Material for this task: Begin

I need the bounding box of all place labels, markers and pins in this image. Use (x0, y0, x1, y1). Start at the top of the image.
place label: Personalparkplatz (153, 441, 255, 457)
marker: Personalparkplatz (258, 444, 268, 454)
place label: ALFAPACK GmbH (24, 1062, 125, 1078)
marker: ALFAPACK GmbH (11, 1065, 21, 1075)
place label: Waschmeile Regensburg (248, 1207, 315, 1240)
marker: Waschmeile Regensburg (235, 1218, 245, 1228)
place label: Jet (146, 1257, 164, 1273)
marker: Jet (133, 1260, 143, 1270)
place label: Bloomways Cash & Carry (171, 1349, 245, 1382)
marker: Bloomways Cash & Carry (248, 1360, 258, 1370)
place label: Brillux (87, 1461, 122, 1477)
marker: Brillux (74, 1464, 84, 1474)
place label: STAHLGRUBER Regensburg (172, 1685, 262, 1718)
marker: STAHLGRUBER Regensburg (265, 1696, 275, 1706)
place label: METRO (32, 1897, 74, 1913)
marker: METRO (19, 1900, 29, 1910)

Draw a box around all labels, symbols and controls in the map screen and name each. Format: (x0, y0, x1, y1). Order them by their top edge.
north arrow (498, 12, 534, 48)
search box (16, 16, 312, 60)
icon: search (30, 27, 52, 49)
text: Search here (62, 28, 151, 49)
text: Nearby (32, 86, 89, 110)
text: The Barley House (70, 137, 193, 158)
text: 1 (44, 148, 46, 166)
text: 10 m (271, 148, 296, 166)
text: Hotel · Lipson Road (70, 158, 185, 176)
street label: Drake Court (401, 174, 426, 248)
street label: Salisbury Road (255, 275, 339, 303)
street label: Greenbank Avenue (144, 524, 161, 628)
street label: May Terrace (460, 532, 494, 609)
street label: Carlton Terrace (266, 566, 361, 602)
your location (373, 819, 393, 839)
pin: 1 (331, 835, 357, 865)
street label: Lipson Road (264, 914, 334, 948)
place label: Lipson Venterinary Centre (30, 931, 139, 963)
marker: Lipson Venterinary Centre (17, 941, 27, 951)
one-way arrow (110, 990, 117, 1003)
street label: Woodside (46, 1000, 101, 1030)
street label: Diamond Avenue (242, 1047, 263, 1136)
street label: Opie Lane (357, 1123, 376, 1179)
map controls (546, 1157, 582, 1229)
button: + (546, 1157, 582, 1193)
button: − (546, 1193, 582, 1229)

Material for this task: End

§ **Try it**:
Which lines above hold the string "STAHLGRUBER"? Copy every one of them.

§ **Solution to this problem**:
place label: STAHLGRUBER Regensburg (172, 1685, 262, 1718)
marker: STAHLGRUBER Regensburg (265, 1696, 275, 1706)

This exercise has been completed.